TEMPO.CO, Jakarta - Menteri Luar Negeri Retno Marsudi bercerita telah mengumpulkan informasi dari 14 anak buah kapal (ABK) yang bekerja di kapal milik perusahan Cina. Informasi yang didapat, para ABK dipaksa bekerja hingga 18 jam per hari, dan tidak mendapat gaji yang sesuai bahkan tidak digaji.
"Pada siang hari ini saya mengadakan pertemuan langsung dengam 14 ABK WNI kita untuk kembali mendapatkan informasi mengenai apa yang mereka alami selama bekerja di kapal RRT (Republik Rakyat Tiongkok)," kata Retno dalam cuplikan video konferensi pers yang didapatkan Tempo, Ahad 10 Mei 2020.
Beberapa informasi awal yang ia peroleh antara lain ada permasalah gaji. ABK mengaku dibayar tidak sesuai dengan angka yang tertera di kontrak. Ada pula yang mengaku tidak dibayar sama sekali.
Selain itu, menurut Retno, ada pula keluhan mengenai jam kerja yang tidak manusiawi. Rata-rata ABK menjalani jam kerja selama 18 jam per hari. "Keterangan ABK ini sangat bermanfaat untuk dicocokkan dengan informasi yang telah lebih dulu kami terima.

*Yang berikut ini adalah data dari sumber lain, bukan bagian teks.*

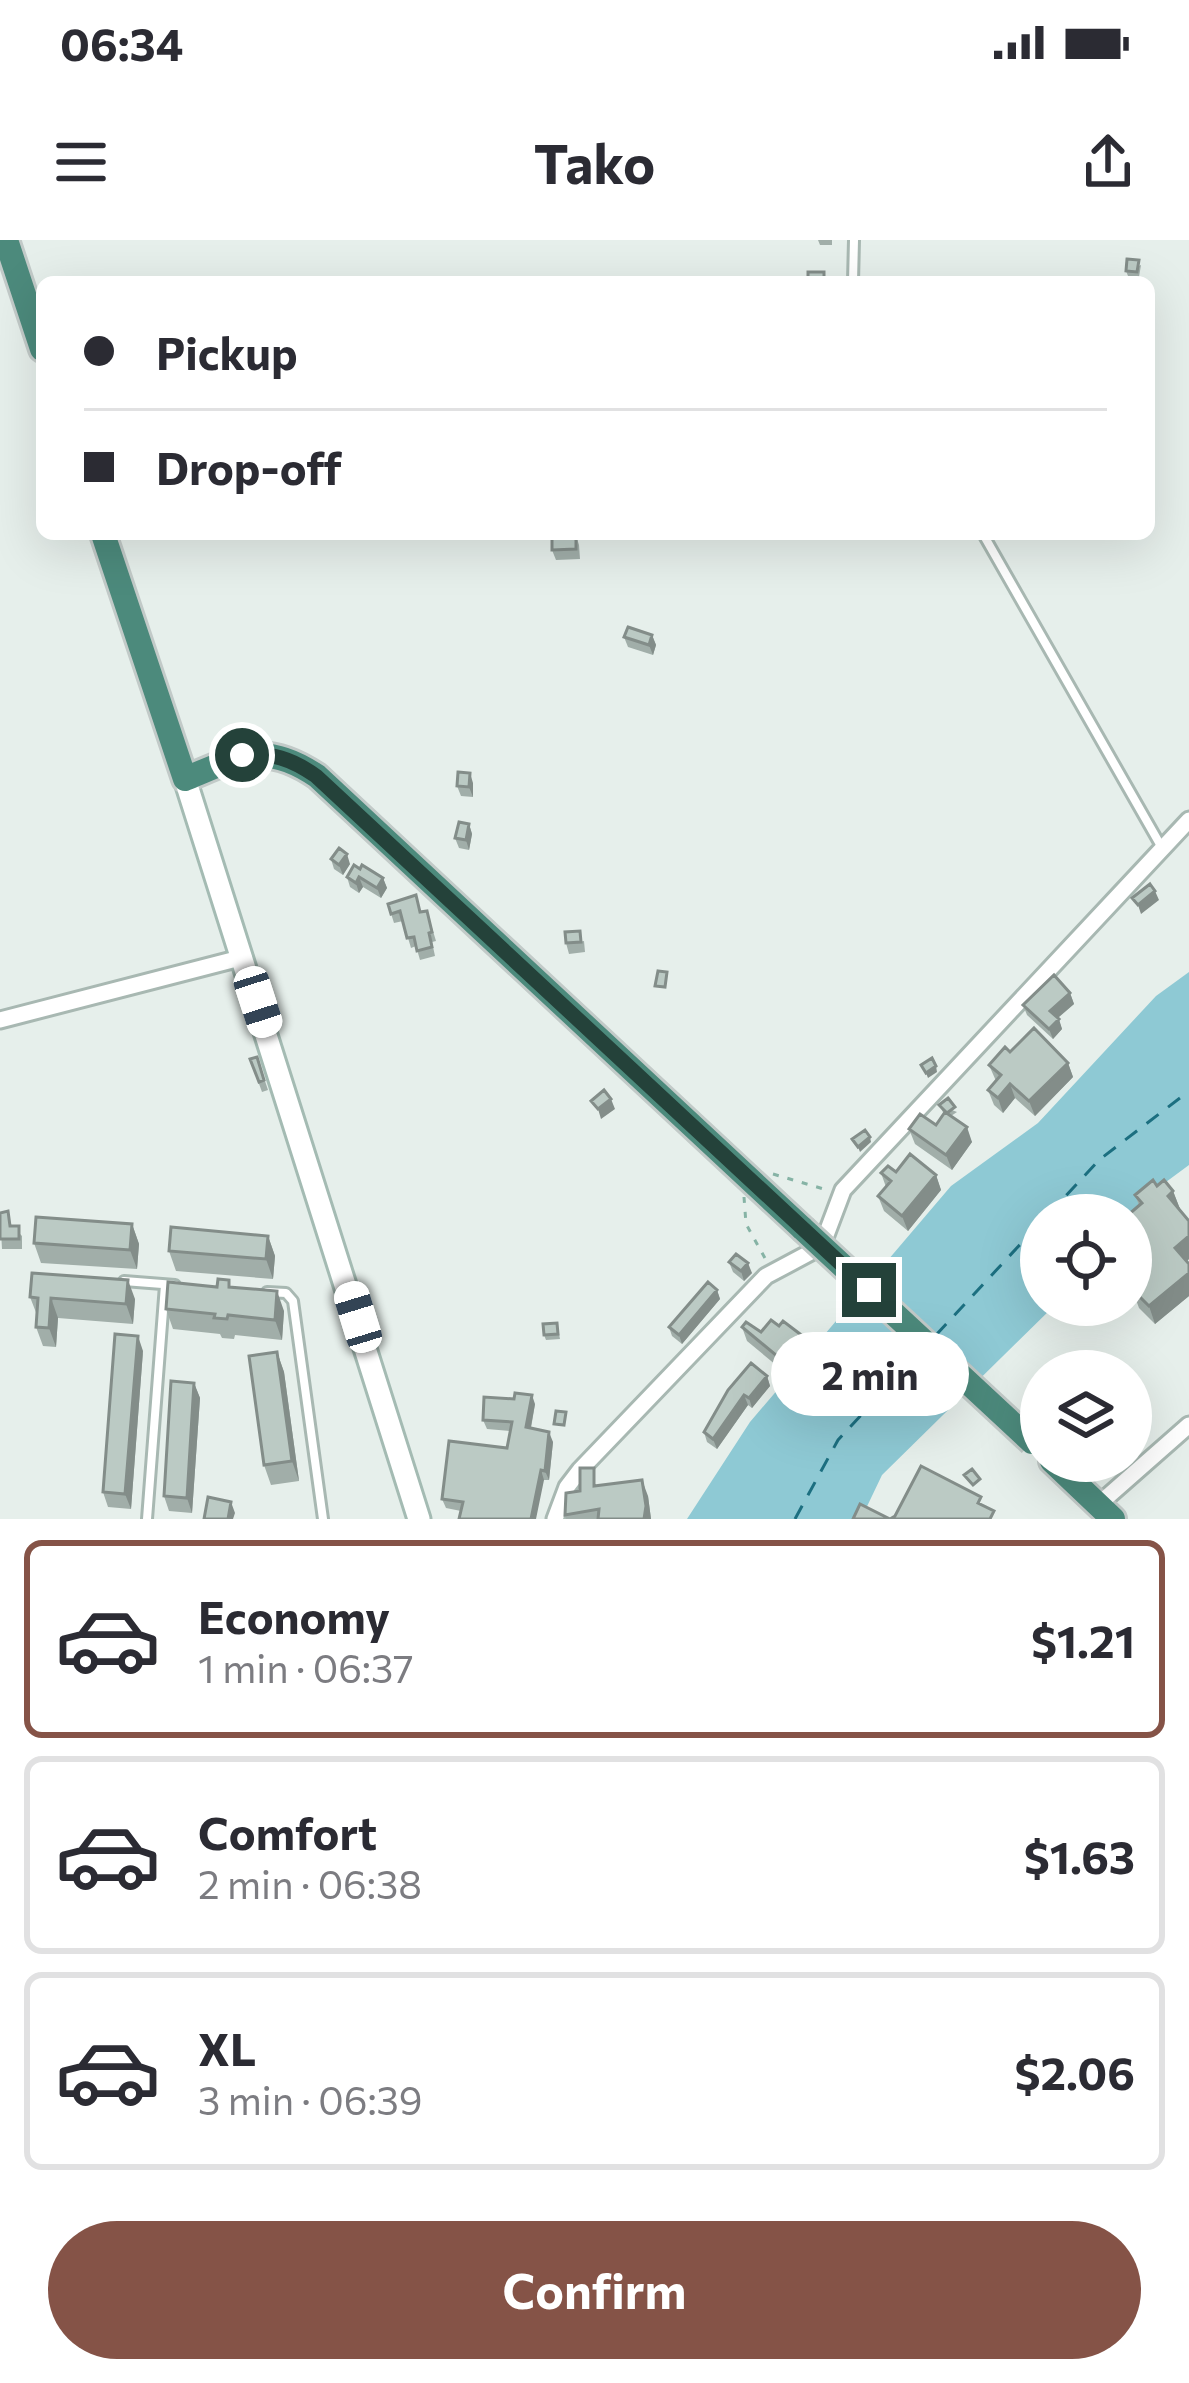 <!DOCTYPE html>
<html lang="en">
<head>
<meta charset="utf-8">
<style>
  body { margin:0; font-family:Commissioner,sans-serif; background:#f2f2f3; color:#2b2b33; height:100vh; display:flex; flex-direction:column; font-size:45px; white-space:nowrap }
  * { box-sizing:border-box; margin:0 }
  p { font-size:39px; color:#7c7c81 }
  .icon { flex:none; width:66px; height:66px; fill:none; stroke:currentColor; stroke-width:2; stroke-linecap:round; stroke-linejoin:round }
  .map { position:relative; height:1279px; overflow:hidden }
  .panel { display:flex; flex-direction:column; background:#fff; flex:1 }
  .panel>* { flex:none }
  .top-card { position:absolute; left:36px; top:36px; width:1119px; height:264px; border-radius:18px; box-shadow:0 12px 48px #0002; display:grid; align-content:center; height:264px; padding:0 48px; background:#fff }
  .fabs { position:absolute; left:1020px; top:954px; display:grid; gap:24px }
  .fabs a { display:grid; place-items:center; width:132px; height:132px; border-radius:50%; background:#fff; box-shadow:0 12px 48px #0002; font-size:60px }
  .end { position:absolute; width:54px; height:54px; margin:-27px; border:15px solid #24423a; background:#fff; box-shadow:0 0 0 6px #fff }
  .from { border-radius:50% }
  .bubble { position:absolute; height:84px; border-radius:42px; background:#fff; box-shadow:0 12px 48px #0002; font-size:39px; font-weight:700; line-height:84px; text-align:center }
  .car { position:absolute; width:36px; height:72px; margin:-36px -18px; border-radius:15px; box-shadow:0 0 9px 3px #0007; background:linear-gradient(#fff 24%,#345 0 40%,#fff 0 76%,#345 0 86%,#fff 0) }
  .top-card b { display:flex; align-items:center; gap:42px; height:114px; font-size:45px }
  .top-card b+b { border-top:3px solid #e1e1e2 }
  .top-card i { width:30px; height:30px; background:#2b2b33 }
  ul { padding:21px 0 0; list-style:none }
  li { display:flex; align-items:center; gap:36px; height:198px; margin:0 24px 18px; padding:0 24px; border:6px solid #e1e1e2; border-radius:18px }
  li div { flex:1 }
  li b { display:block; font-size:45px }
  li em { font-style:normal; font-weight:700 }
  li.current { border-color:#855347 }
  li>.icon { width:108px; height:108px; stroke-width:1.5 }
  .primary-button { display:flex; gap:24px; margin-top:auto; padding:24px 48px }
  .primary-button a { flex:1; height:138px; border-radius:72px; background:#855347; color:#fff; font-size:48px; font-weight:700; line-height:138px; text-align:center }
  .status { display:flex; justify-content:space-between; align-items:center; height:84px; padding:0 60px; background:#fff; direction:ltr }
  .status svg { height:33px; fill:currentColor }
  header { display:flex; justify-content:space-between; align-items:center; height:156px; padding:0 48px; background:#fff; font-size:54px; font-weight:700 }
  .map>svg:first-child { display:block }
</style>
</head>
<body>
<div class="status"><b>06:34</b><svg viewBox="0 0 49 12"><path d="M0 12V9h3v3zM5 12V6h3v6zM10 12V3h3v9zM15 12V0h3v12zM26 1h20v11H26zM47 4h2v5h-2z"/></svg></div>
<header><svg class="icon" aria-label="menu" viewBox="0 0 24 24"><path d="M4 6h16M4 12h16M4 18h16"/></svg>Tako<svg class="icon" aria-label="share" viewBox="0 0 24 24"><path d="M12 15V3M7 8l5-5 5 5M5 13v7h14v-7"/></svg></header>
<div class="map">
<svg width="1189" height="1279" viewBox="0 0 1189 1279">
  <rect width="100%" height="100%" fill="#e6efeb"/>
  <!-- water -->
  <path fill="#8ec9d4" d="M1189 732V925L1147 956 1131 975H1041V1065H1055L882 1235 861 1279H687L750 1182 951 946 1038 883 1156 756Z"/>
  <g fill="none" stroke-linecap="round" stroke-linejoin="round">
    <!-- ferry -->
    <path stroke="#1c6f80" stroke-width="3" stroke-dasharray="15 12" stroke-linecap="butt" d="M1048 975 1099 920 1189 851
      M936 1095 1041 982
      M795 1279 838 1200 921 1111"/>
    <defs>
      <path id="service" d="M853 42 854 0
        M983 294 1161 606
        M124 1041 175 1045
        M267 1052 286 1053 293 1061 323 1279
        M147 1279 165 1045"/>
      <path id="minor" d="M0 780 244 717
        M1098 1265 1189 1185
        M555 1279 567 1247 580 1230 766 1036 811 1012 826 995 843 950 1189 580"/>
      <path id="secondary" d="M185 539 419 1279"/>
      <path id="trunk" d="M6 0 42 109
        M103 294 185 539C238 517 264 500 317 536L803 989
        M1052 1221 1113 1279"/>
    </defs>
    <!-- service casing -->
    <use href="#service" stroke="#a8b8b2" stroke-width="14"/>
    <!-- minor casing -->
    <use href="#minor" stroke="#a8b8b2" stroke-width="21"/>
    <!-- secondary casing -->
    <use href="#secondary" stroke="#a4bbb3" stroke-width="27"/>
    <!-- trunk casing -->
    <use href="#trunk" stroke="#c2cac8" stroke-width="30"/>
    <!-- path -->
    <path stroke="#86b3a5" stroke-width="3" stroke-dasharray="6 9" stroke-linecap="butt" d="M773 934 827 950
      M744 957 746 984 766 1020"/>
    <!-- service -->
    <use href="#service" stroke="#fff" stroke-width="8"/>
    <!-- minor -->
    <use href="#minor" stroke="#fff" stroke-width="15"/>
    <!-- secondary -->
    <use href="#secondary" stroke="#fff" stroke-width="21"/>
    <!-- trunk -->
    <use href="#trunk" stroke="#4c8a7c" stroke-width="24"/>
    <defs>
      <path id="trunk-bridge" d="M803 989 1032 1202"/>
    </defs>
    <!-- trunk-bridge casing -->
    <use href="#trunk-bridge" stroke="#c2cac8" stroke-width="30" stroke-linecap="butt"/>
    <!-- trunk-bridge -->
    <use href="#trunk-bridge" stroke="#4c8a7c" stroke-width="24"/>
  </g>
  <!-- wall -->
  <path fill="#a1aea9" d="M818 0H832V5H820Z
    M1141 25 1139 37 1128 36 1126 31Z
    M576 295 579 305 580 319 556 320 552 310Z
    M652 395 656 405 653 415 628 407 624 397Z
    M473 543V557L461 556 457 546Z
    M469 584 472 594 469 610 459 608 455 598Z
    M331 619 350 624 343 635 334 629Z
    M347 637 383 638 387 648 381 658 363 647 359 653 350 647Z
    M388 664 422 672 427 671 436 701 432 702 435 716 420 720 416 706 411 708 403 681 394 683Z
    M584 701 585 712 569 714 566 703Z
    M1070 753 1074 764 1058 778 1062 789 1053 799 1027 775 1023 765Z
    M1010 812 1068 823 1073 837 1035 876 1015 858 1003 873 994 865 988 850 996 841 989 825Z
    M257 817 268 850 262 852 250 819Z
    M939 865 957 872 951 876 972 902 952 930 915 904 909 889 936 885 944 874Z
    M896 932 936 935 941 950 908 991 884 971 878 956 886 947 881 933Z
    M1157 946 1173 951 1180 969 1189 1019 1187 1021 1189 1024V1056L1155 1084 1139 1068 1135 1057 1131 1053V975L1139 965 1135 955Z
    M0 973 22 996V1009H2Z
    M132 984 139 1004 137 1029 41 1023 34 1003Z
    M268 996 275 1016 273 1039 176 1031 169 1011Z
    M729 1022 752 1033 744 1041 733 1032Z
    M217 1047H232L284 1071 282 1100 235 1095 234 1099 222 1098 220 1094 173 1089 166 1069Z
    M717 1050 720 1059 682 1104 672 1096 669 1087Z
    M30 1057 135 1059 133 1084 58 1078 56 1107 43 1106 36 1087 37 1075Z
    M557 1083 560 1099 546 1100 544 1095Z
    M779 1086 800 1094 805 1108 782 1130 747 1101 742 1087 761 1092Z
    M143 1111 131 1269 108 1267 103 1252Z
    M277 1112 284 1132 299 1241 271 1245 264 1225Z
    M767 1136 770 1146 752 1168 748 1165 717 1209 707 1202 704 1192Z
    M194 1143 200 1158 192 1273 169 1271 164 1256Z
    M535 1164 531 1188 553 1202 549 1240H544L461 1271 446 1268 442 1259 507 1208 511 1191 487 1189 483 1180Z
    M600 1246 648 1256 651 1279H566L565 1275Z"/>
  <!-- shaded-wall -->
  <path fill="#838d89" d="M652 395 656 405 653 415 649 405Z
    M470 533 473 543V557L469 547Z
    M469 584 472 594 469 610 466 600Z
    M347 614 350 624 343 635 339 625Z
    M359 637 363 647 359 653 356 643Z
    M383 638 387 648 381 658 377 648Z
    M1155 651 1159 660 1141 674 1138 665Z
    M1070 753 1074 764 1054 781 1050 771Z
    M1059 779 1062 789 1053 799 1049 789Z
    M1068 823 1073 837 1035 876 1029 861Z
    M936 826 937 832 928 838 926 833Z
    M1010 844 1015 858 1003 873 998 858Z
    M611 859 615 869 601 879 598 869Z
    M967 887 972 902 952 930 946 915Z
    M870 897 871 902 860 912 858 907Z
    M936 935 941 950 908 991 902 976Z
    M1173 951 1180 969 1168 956Z
    M132 984 139 1004 137 1029 130 1010Z
    M268 996 275 1016 273 1039 266 1019Z
    M1189 996V1019L1181 1026 1175 1008Z
    M748 1023 752 1033 744 1041 741 1031Z
    M1189 1033V1056L1155 1084 1149 1066Z
    M128 1040 135 1059 133 1084 126 1064Z
    M717 1050 720 1059 682 1104 679 1095Z
    M277 1051 284 1071 282 1100 275 1080Z
    M51 1058 58 1078 56 1107 49 1088Z
    M800 1094 805 1108 782 1130 777 1116Z
    M138 1096 143 1111 131 1269 125 1254Z
    M277 1112 284 1132 299 1241 292 1221Z
    M767 1136 770 1146 752 1168 749 1158Z
    M194 1143 200 1158 192 1273 187 1258Z
    M532 1155 535 1164 529 1197 526 1187Z
    M744 1155 748 1165 717 1209 713 1199Z
    M549 1192 553 1202 549 1240 545 1231Z
    M541 1230 544 1240 536 1279H531Z
    M642 1240 648 1256 651 1279H644Z
    M231 1262 235 1273 233 1279H228Z"/>
  <!-- building -->
  <path fill="#bbcac4" stroke="#838d89" stroke-width="3" d="M1127 19 1139 20 1137 32 1126 31Z
    M808 32H824V42H808Z
    M552 295H576V309L552 310Z
    M628 387 652 395 649 405 624 397Z
    M458 532 470 533 469 547 457 546Z
    M459 582 469 584 466 600 455 598Z
    M339 608 347 614 339 625 331 619Z
    M354 625 360 629 362 625 383 638 377 648 359 637 356 643 347 637Z
    M1150 644 1155 651 1138 665 1132 658Z
    M416 655 420 672 427 671 432 692 429 693 432 707 417 711 414 697 407 698 400 671 391 674 388 664Z
    M580 691 581 702 566 703 565 692Z
    M658 731 667 732 665 747 655 746Z
    M1054 735 1070 753 1050 771 1059 779 1049 789 1023 765Z
    M1034 788 1068 823 1029 861 1010 844 998 858 988 850 1001 835 989 825 1005 807 1010 812Z
    M257 817 264 840 259 842 250 819Z
    M932 818 936 826 926 833 921 825Z
    M604 850 611 859 598 869 591 861Z
    M948 858 955 867 947 873 939 865Z
    M945 872 967 887 946 915 909 889 920 874 936 885Z
    M865 890 870 897 858 907 852 899Z
    M910 914 936 935 902 976 878 956 891 941 881 933 888 926 896 932Z
    M1153 940 1157 946 1164 940 1173 951 1168 956 1189 981V996L1175 1008 1189 1024V1033L1149 1066 1133 1050 1136 1046 1131 1041V975H1128L1142 963 1135 955Z
    M8 971 10 986H19V999H0V973Z
    M36 977 132 984 130 1010 34 1003Z
    M171 987 268 996 266 1019 169 1011Z
    M736 1014 748 1023 741 1031 729 1022Z
    M32 1033 128 1040 126 1064 51 1058 49 1088 36 1087 38 1058 30 1057Z
    M218 1039 229 1040V1047L277 1051 275 1080 228 1075 227 1079 214 1078 215 1074 166 1069 168 1042 217 1047Z
    M708 1042 717 1050 679 1095 669 1087Z
    M771 1080 779 1086 783 1081 800 1094 777 1116 742 1087 746 1082 761 1092Z
    M557 1083 558 1094 544 1095 543 1084Z
    M115 1094 138 1096 125 1254 103 1252Z
    M277 1112 292 1221 264 1225 249 1116Z
    M751 1123 767 1136 749 1158 744 1155 713 1199 704 1192 728 1150Z
    M171 1141 194 1143 187 1258 164 1256Z
    M515 1153 532 1155 526 1187 549 1192 545 1231 541 1230 531 1279H459L463 1262 442 1259 449 1201 507 1208 512 1182 483 1180 484 1157 514 1159Z
    M556 1171 566 1172 564 1185 554 1184Z
    M921 1226 981 1257 978 1263 994 1271 990 1279H853L860 1264 890 1279 895 1276Z
    M580 1228H594V1246L642 1240 646 1266 644 1279H598L599 1269 565 1275 566 1253 580 1251Z
    M972 1229 980 1239 973 1245 964 1235Z
    M208 1257 231 1262 228 1279H204Z"/>
  <g fill="none" stroke-linecap="round" stroke-linejoin="round">
    <!-- route -->
    <path stroke="#24423a" stroke-width="15" d="M242 515C271 512 292 519 316 536L869 1050"/>
  </g>
</svg>
<div class="fabs">
<a><svg class="icon" aria-label="locate" viewBox="0 0 24 24"><circle cx="12" cy="12" r="6"/><path d="M12 2v4M12 18v4M2 12h4M18 12h4"/></svg></a>
<a><svg class="icon" aria-label="layers" viewBox="0 0 24 24"><path d="M12 4l9 5-9 5-9-5zM3 14l9 5 9-5"/></svg></a>
</div>
<i class="end from" style="left:242px;top:515px"></i>
<i class="end" style="left:869px;top:1050px"></i>
<div class="bubble" style="left:771px;top:1092px;width:198px">2 min</div>
<i class="car" style="left:258px;top:762px;rotate:162deg"></i>
<i class="car" style="left:358px;top:1077px;rotate:343deg"></i>
<div class="top-card">
<b><i class="from"></i>Pickup</b>
<b><i></i>Drop-off</b>
</div>
</div>
<section class="panel">
<ul>
<li class="current"><svg class="icon" aria-label="car" viewBox="0 0 24 24"><path d="M5 17H2v-5l4-1 3-4h7l3 4 3 1v5h-3M9 17h6M6 11h13"/><circle cx="7" cy="17" r="2"/><circle cx="17" cy="17" r="2"/></svg><div><b>Economy</b><p>1 min · 06:37</p></div><em>$1.21</em></li>
<li><svg class="icon" aria-label="car" viewBox="0 0 24 24"><path d="M5 17H2v-5l4-1 3-4h7l3 4 3 1v5h-3M9 17h6M6 11h13"/><circle cx="7" cy="17" r="2"/><circle cx="17" cy="17" r="2"/></svg><div><b>Comfort</b><p>2 min · 06:38</p></div><em>$1.63</em></li>
<li><svg class="icon" aria-label="car" viewBox="0 0 24 24"><path d="M5 17H2v-5l4-1 3-4h7l3 4 3 1v5h-3M9 17h6M6 11h13"/><circle cx="7" cy="17" r="2"/><circle cx="17" cy="17" r="2"/></svg><div><b>XL</b><p>3 min · 06:39</p></div><em>$2.06</em></li>
</ul>
<div class="primary-button"><a>Confirm</a></div>
</section>
</body>
</html>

Terdapat banyak informasi yang terkonfirmasi, namun ada juga informasi baru yang dapat melengkapi informasi awal yang telah kami terima," tuturnya.
Sebelum bertemu ABK, Retno mengaku telah bertemu dengan penyidik Bareskrim Polri yang juga tengah mendalami kasus ini. Ia menyebut penelusuran informasi juga akan diambil dari pihak-pihak terkait lain selain ABK.
Sebelumnya terkuak insiden meninggalnya tiga orang ABK yang meninggal di kapal milik perusahaan Cina yang jenazahnya dilarung ke laut. Setelah itu Pemerintah Indonesia bergerak untuk mengusut. Kepolisian RI pun telah menyatakan membuka penyelidikan terhadap dugaan perbudakan dan eksploitasi di kapal berbendera Cina ini.
Satuan Tugas Tindak Pidana Perdagangan Orang (TPPO) telah memeriksa 14 ABK Indonesia yang telah dibawa pulang ke Indonesia. Dari hasil pemeriksaan awal, kepolisian pun menemukan indikasi terjadinya perbudakan dan eksploitasi terhadap seluruh ABK Indonesia.